■ Extracted records:
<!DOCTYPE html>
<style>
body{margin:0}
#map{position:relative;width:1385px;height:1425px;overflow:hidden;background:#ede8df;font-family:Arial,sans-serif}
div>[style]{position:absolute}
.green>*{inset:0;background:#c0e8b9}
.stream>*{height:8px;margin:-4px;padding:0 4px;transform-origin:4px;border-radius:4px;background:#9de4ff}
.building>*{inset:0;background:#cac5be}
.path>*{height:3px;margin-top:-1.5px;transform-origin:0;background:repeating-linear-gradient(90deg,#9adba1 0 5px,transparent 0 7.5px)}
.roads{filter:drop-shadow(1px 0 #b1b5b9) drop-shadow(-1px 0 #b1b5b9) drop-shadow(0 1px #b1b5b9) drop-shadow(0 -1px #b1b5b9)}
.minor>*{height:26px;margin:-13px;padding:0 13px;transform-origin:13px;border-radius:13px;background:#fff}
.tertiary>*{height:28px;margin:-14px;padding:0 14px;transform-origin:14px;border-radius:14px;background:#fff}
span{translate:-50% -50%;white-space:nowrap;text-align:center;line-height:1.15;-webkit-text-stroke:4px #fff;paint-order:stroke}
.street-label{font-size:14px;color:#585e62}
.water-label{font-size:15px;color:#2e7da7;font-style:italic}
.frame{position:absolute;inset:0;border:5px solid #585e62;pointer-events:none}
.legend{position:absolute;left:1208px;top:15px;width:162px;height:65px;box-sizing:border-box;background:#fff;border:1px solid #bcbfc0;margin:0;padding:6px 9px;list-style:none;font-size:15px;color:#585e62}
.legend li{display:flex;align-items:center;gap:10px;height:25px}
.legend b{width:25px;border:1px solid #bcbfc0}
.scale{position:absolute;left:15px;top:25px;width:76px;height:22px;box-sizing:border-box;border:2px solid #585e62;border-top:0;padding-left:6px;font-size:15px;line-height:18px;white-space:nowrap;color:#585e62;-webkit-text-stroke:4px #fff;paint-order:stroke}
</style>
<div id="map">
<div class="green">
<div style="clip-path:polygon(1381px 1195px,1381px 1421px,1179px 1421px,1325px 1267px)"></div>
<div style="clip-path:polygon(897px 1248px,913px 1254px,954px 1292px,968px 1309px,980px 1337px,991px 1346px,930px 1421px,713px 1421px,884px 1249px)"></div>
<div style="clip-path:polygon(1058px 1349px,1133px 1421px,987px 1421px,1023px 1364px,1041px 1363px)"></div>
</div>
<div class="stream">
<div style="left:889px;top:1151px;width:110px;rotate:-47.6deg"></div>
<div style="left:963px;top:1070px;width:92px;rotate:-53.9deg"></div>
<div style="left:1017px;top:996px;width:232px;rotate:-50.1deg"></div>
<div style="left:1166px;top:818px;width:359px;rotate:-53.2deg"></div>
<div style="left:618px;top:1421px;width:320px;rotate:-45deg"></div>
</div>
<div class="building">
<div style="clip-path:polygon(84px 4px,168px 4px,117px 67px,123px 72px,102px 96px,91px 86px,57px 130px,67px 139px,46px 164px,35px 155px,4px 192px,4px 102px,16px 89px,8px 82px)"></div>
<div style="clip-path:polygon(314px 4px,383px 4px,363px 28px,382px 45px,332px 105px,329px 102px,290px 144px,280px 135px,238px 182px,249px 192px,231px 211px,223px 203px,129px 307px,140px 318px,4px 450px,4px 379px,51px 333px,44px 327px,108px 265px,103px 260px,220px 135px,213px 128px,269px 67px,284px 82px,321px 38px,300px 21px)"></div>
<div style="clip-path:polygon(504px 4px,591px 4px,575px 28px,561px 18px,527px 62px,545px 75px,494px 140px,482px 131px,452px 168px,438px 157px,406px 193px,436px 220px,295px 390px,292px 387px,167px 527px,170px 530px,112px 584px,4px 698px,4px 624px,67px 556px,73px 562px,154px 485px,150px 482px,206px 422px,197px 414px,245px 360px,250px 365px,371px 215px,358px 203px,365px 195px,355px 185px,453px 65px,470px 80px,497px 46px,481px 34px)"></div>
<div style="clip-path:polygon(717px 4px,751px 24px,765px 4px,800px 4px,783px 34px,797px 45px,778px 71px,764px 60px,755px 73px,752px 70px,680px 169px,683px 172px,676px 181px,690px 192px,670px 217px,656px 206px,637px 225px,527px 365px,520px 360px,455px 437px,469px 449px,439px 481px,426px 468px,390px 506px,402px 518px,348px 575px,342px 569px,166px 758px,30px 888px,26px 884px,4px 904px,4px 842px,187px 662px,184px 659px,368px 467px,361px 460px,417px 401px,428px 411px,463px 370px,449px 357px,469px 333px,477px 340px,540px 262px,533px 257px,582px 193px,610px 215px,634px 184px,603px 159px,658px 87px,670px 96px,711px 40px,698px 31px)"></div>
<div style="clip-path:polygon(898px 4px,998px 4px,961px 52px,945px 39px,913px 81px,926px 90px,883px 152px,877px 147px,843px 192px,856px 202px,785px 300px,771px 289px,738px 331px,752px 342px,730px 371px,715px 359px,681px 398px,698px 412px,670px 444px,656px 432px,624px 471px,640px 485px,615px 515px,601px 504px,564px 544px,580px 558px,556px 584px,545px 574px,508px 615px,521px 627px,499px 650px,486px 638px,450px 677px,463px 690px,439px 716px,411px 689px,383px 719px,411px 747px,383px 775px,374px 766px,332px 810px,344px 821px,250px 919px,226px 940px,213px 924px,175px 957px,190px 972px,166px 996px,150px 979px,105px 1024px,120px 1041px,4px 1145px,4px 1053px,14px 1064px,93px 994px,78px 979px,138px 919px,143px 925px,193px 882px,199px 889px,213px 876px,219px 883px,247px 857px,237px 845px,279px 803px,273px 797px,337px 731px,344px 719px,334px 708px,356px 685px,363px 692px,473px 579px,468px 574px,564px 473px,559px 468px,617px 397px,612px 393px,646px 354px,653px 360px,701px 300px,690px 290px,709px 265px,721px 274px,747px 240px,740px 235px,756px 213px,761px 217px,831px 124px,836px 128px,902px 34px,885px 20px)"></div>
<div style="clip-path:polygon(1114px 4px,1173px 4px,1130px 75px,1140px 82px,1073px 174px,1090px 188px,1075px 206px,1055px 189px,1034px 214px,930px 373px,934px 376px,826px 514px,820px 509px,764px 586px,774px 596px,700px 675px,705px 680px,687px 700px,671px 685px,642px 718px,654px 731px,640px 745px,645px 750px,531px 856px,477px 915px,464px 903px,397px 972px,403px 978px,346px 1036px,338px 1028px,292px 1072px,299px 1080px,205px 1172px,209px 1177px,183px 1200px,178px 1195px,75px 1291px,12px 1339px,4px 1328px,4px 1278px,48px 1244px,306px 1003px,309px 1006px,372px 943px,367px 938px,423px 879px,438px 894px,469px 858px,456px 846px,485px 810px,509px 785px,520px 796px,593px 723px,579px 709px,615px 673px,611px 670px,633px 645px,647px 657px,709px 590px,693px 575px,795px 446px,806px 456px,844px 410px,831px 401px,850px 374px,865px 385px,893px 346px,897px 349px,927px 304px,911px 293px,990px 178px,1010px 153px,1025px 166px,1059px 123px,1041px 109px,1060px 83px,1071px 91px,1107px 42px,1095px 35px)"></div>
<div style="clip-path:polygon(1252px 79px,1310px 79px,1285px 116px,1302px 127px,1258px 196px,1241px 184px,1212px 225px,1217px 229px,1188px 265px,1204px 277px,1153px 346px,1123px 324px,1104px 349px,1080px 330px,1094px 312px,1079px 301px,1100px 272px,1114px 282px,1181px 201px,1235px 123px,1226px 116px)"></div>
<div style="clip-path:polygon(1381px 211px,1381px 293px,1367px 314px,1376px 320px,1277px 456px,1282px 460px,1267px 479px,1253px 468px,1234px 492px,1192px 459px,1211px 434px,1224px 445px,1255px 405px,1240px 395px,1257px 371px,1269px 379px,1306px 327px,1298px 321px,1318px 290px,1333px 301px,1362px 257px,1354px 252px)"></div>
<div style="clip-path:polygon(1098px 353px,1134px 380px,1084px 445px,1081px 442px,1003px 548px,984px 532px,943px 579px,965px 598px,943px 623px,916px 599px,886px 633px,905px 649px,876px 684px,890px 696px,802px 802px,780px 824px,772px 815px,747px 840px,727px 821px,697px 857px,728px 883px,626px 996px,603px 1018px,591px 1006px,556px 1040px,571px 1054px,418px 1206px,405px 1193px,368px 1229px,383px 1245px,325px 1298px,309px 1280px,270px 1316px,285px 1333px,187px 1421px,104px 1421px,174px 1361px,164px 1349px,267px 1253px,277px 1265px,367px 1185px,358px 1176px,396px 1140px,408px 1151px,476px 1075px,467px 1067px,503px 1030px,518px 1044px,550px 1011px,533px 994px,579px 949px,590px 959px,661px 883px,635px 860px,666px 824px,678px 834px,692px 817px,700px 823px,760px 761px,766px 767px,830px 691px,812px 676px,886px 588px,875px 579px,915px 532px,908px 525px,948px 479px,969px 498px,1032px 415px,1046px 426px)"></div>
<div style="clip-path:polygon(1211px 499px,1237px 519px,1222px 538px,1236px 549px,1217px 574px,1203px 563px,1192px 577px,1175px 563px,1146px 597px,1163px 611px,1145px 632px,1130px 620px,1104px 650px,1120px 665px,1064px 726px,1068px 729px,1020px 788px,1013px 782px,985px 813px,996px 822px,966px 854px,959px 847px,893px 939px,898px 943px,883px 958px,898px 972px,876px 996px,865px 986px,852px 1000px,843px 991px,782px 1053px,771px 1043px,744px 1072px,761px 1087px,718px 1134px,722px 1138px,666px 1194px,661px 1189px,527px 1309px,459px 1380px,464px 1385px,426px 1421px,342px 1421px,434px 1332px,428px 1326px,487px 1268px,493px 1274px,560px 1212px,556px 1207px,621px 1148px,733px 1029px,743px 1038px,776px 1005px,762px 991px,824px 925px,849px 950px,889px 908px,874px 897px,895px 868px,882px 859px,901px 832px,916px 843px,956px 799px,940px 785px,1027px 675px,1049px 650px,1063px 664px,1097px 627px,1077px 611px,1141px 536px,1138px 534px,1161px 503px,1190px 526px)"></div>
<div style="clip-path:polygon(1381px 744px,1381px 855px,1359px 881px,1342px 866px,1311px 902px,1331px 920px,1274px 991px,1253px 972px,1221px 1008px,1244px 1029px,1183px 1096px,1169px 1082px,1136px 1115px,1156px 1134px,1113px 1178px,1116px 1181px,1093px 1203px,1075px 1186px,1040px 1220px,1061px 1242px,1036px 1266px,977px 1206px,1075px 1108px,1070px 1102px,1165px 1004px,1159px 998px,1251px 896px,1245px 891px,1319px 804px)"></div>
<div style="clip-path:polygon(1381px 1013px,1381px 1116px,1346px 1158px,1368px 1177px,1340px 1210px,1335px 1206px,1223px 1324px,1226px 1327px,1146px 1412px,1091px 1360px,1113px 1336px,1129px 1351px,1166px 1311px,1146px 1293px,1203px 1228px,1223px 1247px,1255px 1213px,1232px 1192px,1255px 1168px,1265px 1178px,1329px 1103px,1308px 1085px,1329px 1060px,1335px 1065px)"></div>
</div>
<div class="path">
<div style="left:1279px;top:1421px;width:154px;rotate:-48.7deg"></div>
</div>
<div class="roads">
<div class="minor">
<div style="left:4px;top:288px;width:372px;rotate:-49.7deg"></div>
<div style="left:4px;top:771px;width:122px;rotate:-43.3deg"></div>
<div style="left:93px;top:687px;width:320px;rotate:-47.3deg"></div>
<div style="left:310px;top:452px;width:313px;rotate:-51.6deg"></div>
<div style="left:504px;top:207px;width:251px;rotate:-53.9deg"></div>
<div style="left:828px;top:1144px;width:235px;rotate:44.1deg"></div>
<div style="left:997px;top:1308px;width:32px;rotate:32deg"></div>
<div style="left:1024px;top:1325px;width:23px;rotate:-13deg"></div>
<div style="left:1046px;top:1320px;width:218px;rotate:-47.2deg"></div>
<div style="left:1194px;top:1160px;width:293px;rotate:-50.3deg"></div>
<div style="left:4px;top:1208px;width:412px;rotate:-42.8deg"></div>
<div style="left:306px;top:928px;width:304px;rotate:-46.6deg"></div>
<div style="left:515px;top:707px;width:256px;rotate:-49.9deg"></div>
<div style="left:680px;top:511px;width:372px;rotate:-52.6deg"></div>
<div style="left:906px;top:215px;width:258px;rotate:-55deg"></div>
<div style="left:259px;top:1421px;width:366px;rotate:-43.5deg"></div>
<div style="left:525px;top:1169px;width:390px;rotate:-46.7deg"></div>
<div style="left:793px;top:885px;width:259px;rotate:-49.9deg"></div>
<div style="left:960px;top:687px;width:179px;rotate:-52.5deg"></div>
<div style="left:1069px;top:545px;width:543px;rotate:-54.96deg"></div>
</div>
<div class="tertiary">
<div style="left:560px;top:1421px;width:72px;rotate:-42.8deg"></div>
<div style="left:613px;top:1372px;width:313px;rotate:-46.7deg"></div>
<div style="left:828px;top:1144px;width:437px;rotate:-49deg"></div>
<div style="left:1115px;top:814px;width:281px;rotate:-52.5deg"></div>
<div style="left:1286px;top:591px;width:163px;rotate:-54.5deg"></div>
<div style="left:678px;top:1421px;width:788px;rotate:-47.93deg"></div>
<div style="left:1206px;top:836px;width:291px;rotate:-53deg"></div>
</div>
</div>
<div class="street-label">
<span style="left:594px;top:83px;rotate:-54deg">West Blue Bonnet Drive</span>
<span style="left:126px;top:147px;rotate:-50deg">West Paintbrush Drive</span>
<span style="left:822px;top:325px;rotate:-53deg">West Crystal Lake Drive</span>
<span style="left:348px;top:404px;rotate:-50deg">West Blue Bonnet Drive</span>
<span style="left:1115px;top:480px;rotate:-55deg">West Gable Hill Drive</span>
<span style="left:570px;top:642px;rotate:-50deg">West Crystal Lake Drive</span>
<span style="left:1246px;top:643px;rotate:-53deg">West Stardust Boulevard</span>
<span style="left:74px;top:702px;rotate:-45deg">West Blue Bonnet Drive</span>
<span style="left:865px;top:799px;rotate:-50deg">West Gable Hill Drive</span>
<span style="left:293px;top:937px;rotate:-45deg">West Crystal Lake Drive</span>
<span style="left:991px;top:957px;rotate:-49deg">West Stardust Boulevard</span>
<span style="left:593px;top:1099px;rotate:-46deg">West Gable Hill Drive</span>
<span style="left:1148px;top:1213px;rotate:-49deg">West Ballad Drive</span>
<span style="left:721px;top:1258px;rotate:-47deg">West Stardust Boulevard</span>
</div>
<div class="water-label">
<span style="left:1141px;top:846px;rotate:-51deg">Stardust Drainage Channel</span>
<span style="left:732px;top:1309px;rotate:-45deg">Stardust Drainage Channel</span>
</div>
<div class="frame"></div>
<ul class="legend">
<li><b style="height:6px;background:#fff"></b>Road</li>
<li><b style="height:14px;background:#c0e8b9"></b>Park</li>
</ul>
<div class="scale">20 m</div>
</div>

■ Task goal:
Collect every line above that contains the word "stream".

■ Result of the task:
.stream>*{height:8px;margin:-4px;padding:0 4px;transform-origin:4px;border-radius:4px;background:#9de4ff}
<div class="stream">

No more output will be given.